The board had hired a private firm to help it find suitable candidates for the job and expected to spend almost a year on the search before naming a superintendent. But in a closed meeting Thursday, after the last of the county's high school graduations, the board decided to scrap that plan and offer the job to Cousin.
"There was just more and more evidence . . . that Sydney Cousin was the right person for Howard County," said board member Joshua M. Kaufman, who is coordinating the search.
Cousin said he would accept the job if the board offered it to him. He said that over the next four years, he would hope to increase communication between schools and the county Department of Education. He also said he is committed to Howard's plans to close the achievement gap between white students and their black and Hispanic counterparts.
"I think that the job that [the board] hired me to do as an interim superintendent is not finished and cannot be finished in a short period of time," he said. "To put things into place and then to potentially have them undone would not serve me or the school system very well."
Cousin took office March 1, after a bitter breakup between the five-member school board and former superintendent John O'Rourke. The board had decided early this year not to renew O'Rourke's four-year contract, and he left the $197,000-a-year job at the end of February.
Originally, Cousin was slated to serve through the end of O'Rourke's term in June. The board had asked state schools Superintendent Nancy S. Grasmick in March for permission to appoint Cousin to a one-year interim term to give members time to find a permanent leader. Grasmick denied the request and said the board should do its best to find a new superintendent by July 1, as required by state law.
Cousin, 58, has said several times that he intends to apply for the permanent position.
In a news release, the board said it intends to gather public comment on its plan to offer the job to Cousin at its regular meeting Thursday and will hold a meeting between him and residents June 16. Board members hope to make a final decision by June 22.
Deborah Wessner, president of the county PTA Council, said that parents have not had enough time to get to know Cousin and that a national search might find other qualified candidates.

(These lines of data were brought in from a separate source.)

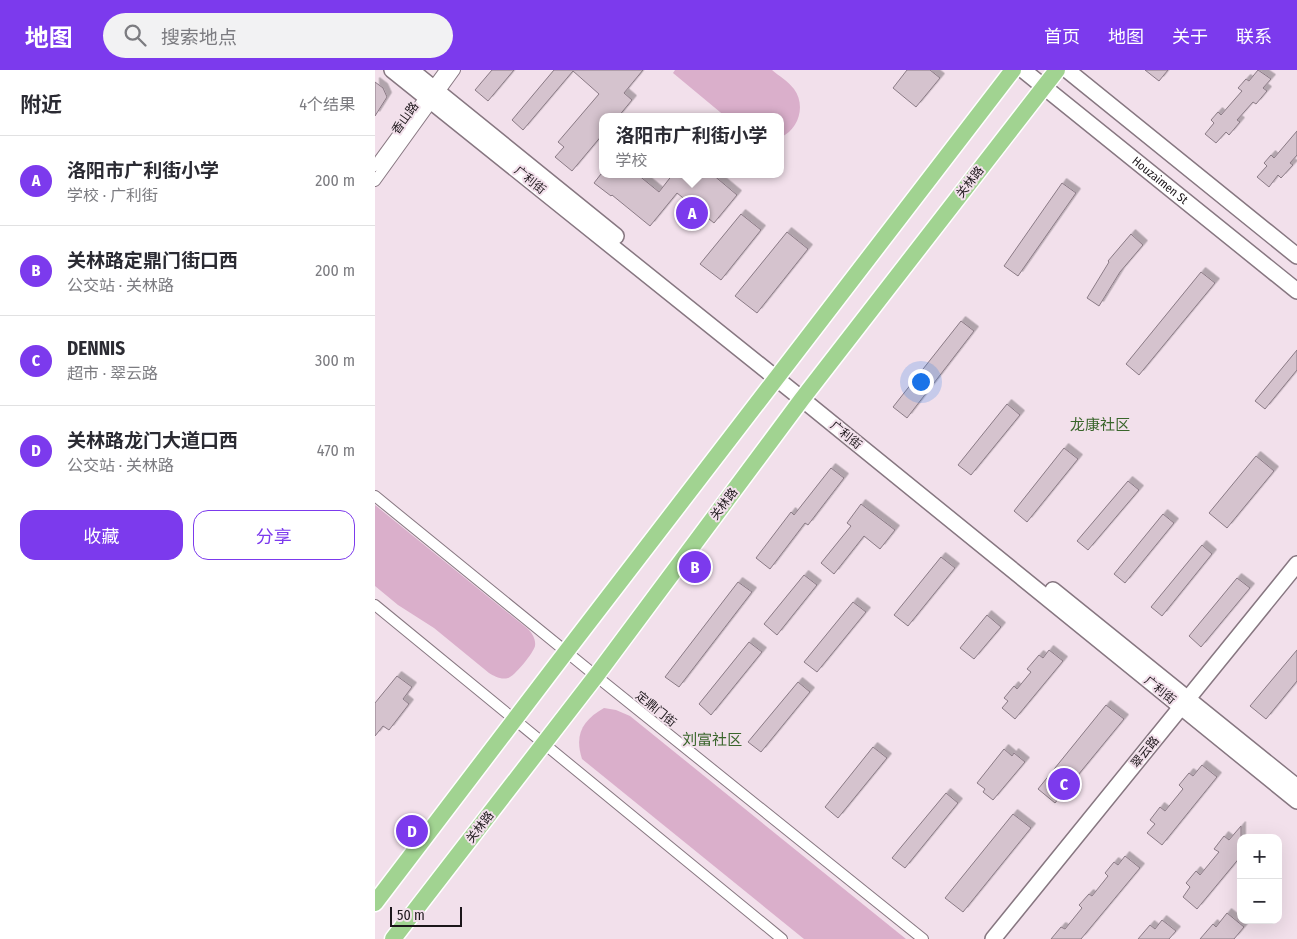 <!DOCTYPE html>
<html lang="zh">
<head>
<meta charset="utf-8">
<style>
  :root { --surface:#fff; --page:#f2f2f3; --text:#2b2b33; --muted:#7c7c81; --line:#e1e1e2; --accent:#7c3aed }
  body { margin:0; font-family:"Fira Sans Condensed","Noto Sans SC",sans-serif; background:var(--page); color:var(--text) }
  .controls { position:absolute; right:15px; bottom:15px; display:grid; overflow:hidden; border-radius:10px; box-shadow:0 5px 20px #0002 }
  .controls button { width:45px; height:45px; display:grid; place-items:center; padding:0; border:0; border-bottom:1px solid var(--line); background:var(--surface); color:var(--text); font:25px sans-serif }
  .scale { position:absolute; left:15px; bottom:12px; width:72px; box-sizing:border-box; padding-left:5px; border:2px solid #1c161a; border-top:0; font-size:14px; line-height:18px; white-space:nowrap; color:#1c161a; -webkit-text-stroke:4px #f2e0eb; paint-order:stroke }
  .you { position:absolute; left:545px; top:311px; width:18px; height:18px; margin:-12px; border:4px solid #fff; border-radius:50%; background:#1a73e8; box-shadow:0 0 0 8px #1a73e833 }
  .badge { display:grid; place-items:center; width:32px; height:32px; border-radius:50%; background:var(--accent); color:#fff; font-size:16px; font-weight:700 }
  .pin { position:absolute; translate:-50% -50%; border:2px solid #fff; box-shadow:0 1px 5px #0006 }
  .popup { position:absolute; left:224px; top:43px; width:185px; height:65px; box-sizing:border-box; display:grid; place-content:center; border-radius:10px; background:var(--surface); filter:drop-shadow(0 1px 4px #0005); font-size:16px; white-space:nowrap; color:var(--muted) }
  .popup b { font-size:19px; color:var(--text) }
  .popup::after { content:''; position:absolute; left:50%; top:100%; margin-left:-10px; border:10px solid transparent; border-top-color:var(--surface) }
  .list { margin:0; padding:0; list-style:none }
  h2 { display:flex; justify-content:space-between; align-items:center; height:65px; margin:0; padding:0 20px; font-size:21px }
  h2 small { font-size:16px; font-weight:400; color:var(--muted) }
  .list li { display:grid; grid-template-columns:32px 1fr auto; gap:15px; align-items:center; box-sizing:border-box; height:90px; padding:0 20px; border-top:1px solid var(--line) }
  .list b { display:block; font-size:19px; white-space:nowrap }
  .list p { margin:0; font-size:16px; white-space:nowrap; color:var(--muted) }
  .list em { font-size:16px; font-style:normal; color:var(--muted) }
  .actions { display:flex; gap:10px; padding:15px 20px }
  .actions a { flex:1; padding:11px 0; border:1px solid var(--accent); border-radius:15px; text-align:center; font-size:18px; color:var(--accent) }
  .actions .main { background:var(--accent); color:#fff }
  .icon { flex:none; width:28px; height:28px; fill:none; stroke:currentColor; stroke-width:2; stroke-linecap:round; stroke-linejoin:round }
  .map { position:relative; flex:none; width:922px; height:869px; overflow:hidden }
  header { display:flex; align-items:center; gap:30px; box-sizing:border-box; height:70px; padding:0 25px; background:var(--accent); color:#fff }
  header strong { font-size:24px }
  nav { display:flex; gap:28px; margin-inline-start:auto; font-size:18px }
  .search { width:350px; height:45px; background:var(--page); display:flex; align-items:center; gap:12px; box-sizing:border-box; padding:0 18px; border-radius:28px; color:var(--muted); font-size:19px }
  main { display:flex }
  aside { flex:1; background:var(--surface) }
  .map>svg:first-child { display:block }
</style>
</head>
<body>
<header>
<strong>地图</strong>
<div class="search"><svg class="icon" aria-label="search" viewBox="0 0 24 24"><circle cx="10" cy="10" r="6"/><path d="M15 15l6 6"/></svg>搜索地点</div>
<nav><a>首页</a><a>地图</a><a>关于</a><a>联系</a></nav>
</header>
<main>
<aside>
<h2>附近<small>4个结果</small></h2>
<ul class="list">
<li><span class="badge">A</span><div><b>洛阳市广利街小学</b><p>学校 · 广利街</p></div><em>200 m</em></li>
<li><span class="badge">B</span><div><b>关林路定鼎门街口西</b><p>公交站 · 关林路</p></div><em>200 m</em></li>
<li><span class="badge">C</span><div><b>DENNIS</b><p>超市 · 翠云路</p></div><em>300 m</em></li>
<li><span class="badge">D</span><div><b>关林路龙门大道口西</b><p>公交站 · 关林路</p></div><em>470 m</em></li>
</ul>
<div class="actions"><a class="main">收藏</a><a>分享</a></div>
</aside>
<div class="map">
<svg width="922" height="869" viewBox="0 0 922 869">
  <defs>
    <filter id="shadow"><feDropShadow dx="4.5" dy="-4.5" stdDeviation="0" flood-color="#0004"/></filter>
  </defs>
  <rect width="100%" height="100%" fill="#f2e0eb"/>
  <g fill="#daafcb">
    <path d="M 300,0 L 397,0 C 404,6 413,11 419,19 C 431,35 424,59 406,67 L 406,47 L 351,47 L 298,3 Z"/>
    <path d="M 0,435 L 153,559 C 157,563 161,569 160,576 C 159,582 139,607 133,608 C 126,610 119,606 114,603 L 59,558 L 23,535 L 0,516 Z"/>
    <path d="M 229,638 L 241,640 L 255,646 L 531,869 L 429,869 L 207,689 C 199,664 208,650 229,638 Z"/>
  </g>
  <g fill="#d5c3ce" stroke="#8b7b86" filter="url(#shadow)">
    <path d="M 117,0 L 139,0 L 113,31 L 100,20 Z"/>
    <path d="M 179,0 L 268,0 L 249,23 L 257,30 L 243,47 L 228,47 L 228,64 L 197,101 L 180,87 L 189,77 L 183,72 L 224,24 L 198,1 L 148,60 L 137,50 Z"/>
    <path d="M 532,0 L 555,0 L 565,8 L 541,37 L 518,18 Z"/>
    <path d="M 770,0 L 793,0 L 784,11 Z"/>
    <path d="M 883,0 L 896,9 L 888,18 L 892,21 L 881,34 L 878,32 L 862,50 L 865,52 L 854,65 L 851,62 L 841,73 L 830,64 L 839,53 L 836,50 L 843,42 L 846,45 L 867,21 L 863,18 L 871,9 L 874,11 Z"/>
    <path d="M 0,12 L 8,18 L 12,27 L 0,46 Z"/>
    <path d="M 922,61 L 922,85 L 915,93 L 918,95 L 906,108 L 903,105 L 894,117 L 882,107 L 892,96 L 889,93 L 896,85 L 899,88 Z"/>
    <path d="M 226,104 L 262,104 L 284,122 L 298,104 L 337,104 L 362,125 L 339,153 L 302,123 L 275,156 L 237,125 L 236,126 L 219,113 Z"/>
    <path d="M 687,113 L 701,123 L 643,206 L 629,196 Z"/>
    <path d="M 366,144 L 386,160 L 346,210 L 325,194 Z"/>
    <path d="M 412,162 L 433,179 L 382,243 L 360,226 Z"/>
    <path d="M 756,164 L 768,175 L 745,202 L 724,236 L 712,228 L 734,192 L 733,191 Z"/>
    <path d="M 826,202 L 840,213 L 764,305 L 751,294 Z"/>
    <path d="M 586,251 L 599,261 L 532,348 L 518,337 Z"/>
    <path d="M 922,280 L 922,300 L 890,339 L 880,331 Z"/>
    <path d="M 632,334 L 645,345 L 596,405 L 583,395 Z"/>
    <path d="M 689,378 L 703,389 L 652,452 L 639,441 Z"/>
    <path d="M 881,386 L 899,401 L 852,458 L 834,443 Z"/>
    <path d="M 456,398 L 469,408 L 433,455 L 430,453 L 395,499 L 381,488 L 416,442 L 419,445 Z"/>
    <path d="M 753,411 L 764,420 L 713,480 L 702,471 Z"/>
    <path d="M 486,434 L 520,460 L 505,479 L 489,466 L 459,504 L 446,493 L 476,456 L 472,453 Z"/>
    <path d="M 788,444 L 799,453 L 750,513 L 739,504 Z"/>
    <path d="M 827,475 L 837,484 L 787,546 L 776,537 Z"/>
    <path d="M 566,487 L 580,498 L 533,556 L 519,545 Z"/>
    <path d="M 429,505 L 442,515 L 402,565 L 389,554 Z"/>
    <path d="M 862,508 L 875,518 L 826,577 L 814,566 Z"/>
    <path d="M 363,512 L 377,522 L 304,617 L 290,607 Z"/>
    <path d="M 478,532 L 491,542 L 442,602 L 429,592 Z"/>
    <path d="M 612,545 L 626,557 L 599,589 L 585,578 Z"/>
    <path d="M 374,572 L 387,582 L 336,645 L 324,634 Z"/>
    <path d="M 674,580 L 688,591 L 640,649 L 627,638 L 633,631 L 629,628 L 639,616 L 642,619 L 656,602 L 652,599 L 664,585 L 668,588 Z"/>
    <path d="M 922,580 L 922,611 L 891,649 L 875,636 Z"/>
    <path d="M 22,606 L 37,617 L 28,629 L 34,634 L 14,660 L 8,656 L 0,666 L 0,633 Z"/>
    <path d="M 423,612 L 435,622 L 386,682 L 373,672 Z"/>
    <path d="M 731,635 L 749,649 L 680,733 L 663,719 Z"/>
    <path d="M 498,677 L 512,688 L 463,748 L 450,737 Z"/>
    <path d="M 629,679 L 637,686 L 639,683 L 650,692 L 618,730 L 608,722 L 610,719 L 602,713 Z"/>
    <path d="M 827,695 L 842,707 L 787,775 L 772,763 L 780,754 L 775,750 L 785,737 L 790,741 L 808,719 L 804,715 L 814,703 L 818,706 Z"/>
    <path d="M 571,723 L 583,733 L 530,798 L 517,788 Z"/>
    <path d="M 638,744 L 656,758 L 588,842 L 570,828 Z"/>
    <path d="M 866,756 L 866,786 L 822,839 L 808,827 L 815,817 L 811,813 L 821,801 L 825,805 L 844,782 L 839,779 L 849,766 L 854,770 Z"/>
    <path d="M 750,786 L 765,798 L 706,869 L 676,869 L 686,857 L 690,859 L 707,838 L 704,835 L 714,824 L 717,826 L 733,806 L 730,803 L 739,792 L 743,795 Z"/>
    <path d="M 852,843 L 869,857 L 859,869 L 825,869 L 838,854 L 841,857 Z"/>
    <path d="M 787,850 L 801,861 L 794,869 L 763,869 L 775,855 L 780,859 Z"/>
  </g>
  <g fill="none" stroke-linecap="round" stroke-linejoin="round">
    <g stroke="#877781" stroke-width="12">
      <g id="street">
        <path d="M 0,96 L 70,0"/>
        <path d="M 0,111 L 80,0"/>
        <path d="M 0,426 L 221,606 L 548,869"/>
        <path d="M 0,535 L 407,869"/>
      </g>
    </g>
    <g stroke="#877781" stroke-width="18">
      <g id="secondary">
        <path d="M 17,0 L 427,329 L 922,731"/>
        <path d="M 36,0 L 241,166"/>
        <path id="s1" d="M 648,0 L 922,221"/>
        <path d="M 692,0 L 922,186"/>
        <path d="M 678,520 L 922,717"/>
        <path d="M 618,869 L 922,494"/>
      </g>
    </g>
    <g stroke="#fff" stroke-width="19">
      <g id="primary">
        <path d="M 0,833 L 191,582 L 638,0"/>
        <path d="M 18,869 L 221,606 L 427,329 L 682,0"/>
      </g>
    </g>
    <use href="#street" stroke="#fff" stroke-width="10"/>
    <use href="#secondary" stroke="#fff" stroke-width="15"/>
    <use href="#primary" stroke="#a1d391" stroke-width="16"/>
  </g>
  <g text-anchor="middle" stroke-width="4" stroke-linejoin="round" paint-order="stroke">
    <g font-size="12" fill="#1c161a" stroke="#f2e0eb">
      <text transform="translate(30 48) rotate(-54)" y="4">香山路</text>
      <text transform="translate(155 110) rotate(39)" y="4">广利街</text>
      <text dy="4" stroke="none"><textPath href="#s1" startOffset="176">Houzaimen St</textPath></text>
      <text transform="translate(595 112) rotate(-52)" y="4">关林路</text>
      <text transform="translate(471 365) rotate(39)" y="4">广利街</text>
      <text transform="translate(349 434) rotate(-53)" y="4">关林路</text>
      <text transform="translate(785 620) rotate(39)" y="4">广利街</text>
      <text transform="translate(281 639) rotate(39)" y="4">定鼎门街</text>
      <text transform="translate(770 682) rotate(-51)" y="4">翠云路</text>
      <text transform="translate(105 757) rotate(-52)" y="4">关林路</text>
    </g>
    <g font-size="15" fill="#39652b" stroke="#f2e0eb">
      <text x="725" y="360">龙康社区</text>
      <text x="337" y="675">刘富社区</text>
    </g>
  </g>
</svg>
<div class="controls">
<button>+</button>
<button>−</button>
</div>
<div class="scale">50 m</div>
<div class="you"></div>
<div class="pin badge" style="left:317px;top:143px">A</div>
<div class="popup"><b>洛阳市广利街小学</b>学校</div>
<div class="pin badge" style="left:320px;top:497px">B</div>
<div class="pin badge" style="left:689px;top:714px">C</div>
<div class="pin badge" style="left:37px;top:761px">D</div>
</div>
</main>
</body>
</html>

"I don't think parents in general know what Dr. Cousin's values are," she said. "To suddenly have this be a fait accompli when in fact [the board] had indicated . . . a totally different approach is very surprising."
Board Chairman Courtney Watson said in the release that conducting a national search "would bring another year of uncertainty." Howard, the state's academically top-ranked school system, has been in turmoil over the past several months over accusations of improper grade changes at two high schools and a shake-up among top officials.
Cousin announced an overhaul of top-tier positions last month and rehired several key officials who had left during O'Rourke's administration. Cousin himself had left Howard during the previous superintendent's tenure. He retired as deputy superintendent in July after 16 years in the school system. He took a job with the District public schools as chief of facilities before returning to Howard as interim superintendent in March.
Joseph Staub, head of the county teachers union, said that it has "had a very positive working relationship with Dr. Cousin in the past" and hopes to develop a "true partnership" with the school system.
Kaufman said the board will not have to fulfill its $39,000 contract with the search firm Ray & Associates, based in Iowa, but will likely hire the firm as a consultant to help ease the transition to a new superintendent. He also said the board has not discussed what Cousin's salary would be.